━━━━━ PROVIDED RECORDS ━━━━━
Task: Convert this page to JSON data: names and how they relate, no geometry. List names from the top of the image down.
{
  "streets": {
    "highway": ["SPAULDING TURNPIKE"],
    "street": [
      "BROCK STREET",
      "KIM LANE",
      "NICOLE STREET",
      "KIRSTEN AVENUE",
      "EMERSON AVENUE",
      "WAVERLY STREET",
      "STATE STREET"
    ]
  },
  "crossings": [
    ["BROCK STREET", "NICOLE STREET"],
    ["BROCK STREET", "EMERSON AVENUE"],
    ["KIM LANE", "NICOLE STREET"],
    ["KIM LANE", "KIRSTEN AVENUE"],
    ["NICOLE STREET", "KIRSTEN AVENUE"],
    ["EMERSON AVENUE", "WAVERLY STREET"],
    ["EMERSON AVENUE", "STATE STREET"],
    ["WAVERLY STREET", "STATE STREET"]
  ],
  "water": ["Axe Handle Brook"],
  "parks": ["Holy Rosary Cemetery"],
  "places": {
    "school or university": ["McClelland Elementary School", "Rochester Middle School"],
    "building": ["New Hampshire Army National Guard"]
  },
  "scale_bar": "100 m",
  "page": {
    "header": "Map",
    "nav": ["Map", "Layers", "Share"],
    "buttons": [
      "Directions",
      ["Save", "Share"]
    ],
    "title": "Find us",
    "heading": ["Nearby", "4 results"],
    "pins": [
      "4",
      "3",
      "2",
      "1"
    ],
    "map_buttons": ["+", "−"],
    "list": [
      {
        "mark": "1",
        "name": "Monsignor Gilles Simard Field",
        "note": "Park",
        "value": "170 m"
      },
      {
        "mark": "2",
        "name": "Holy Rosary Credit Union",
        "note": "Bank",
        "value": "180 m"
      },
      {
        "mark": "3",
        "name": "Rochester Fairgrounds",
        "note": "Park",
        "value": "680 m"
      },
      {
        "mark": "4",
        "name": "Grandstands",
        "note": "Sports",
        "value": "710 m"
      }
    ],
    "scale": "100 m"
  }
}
━━━━━
**YOUR INSTRUCTIONS:**
Scan the records for the word "BROCK". Copy each line where it turns up.

**WRITTEN SOLUTION:**
      "BROCK STREET",
    ["BROCK STREET", "NICOLE STREET"],
    ["BROCK STREET", "EMERSON AVENUE"],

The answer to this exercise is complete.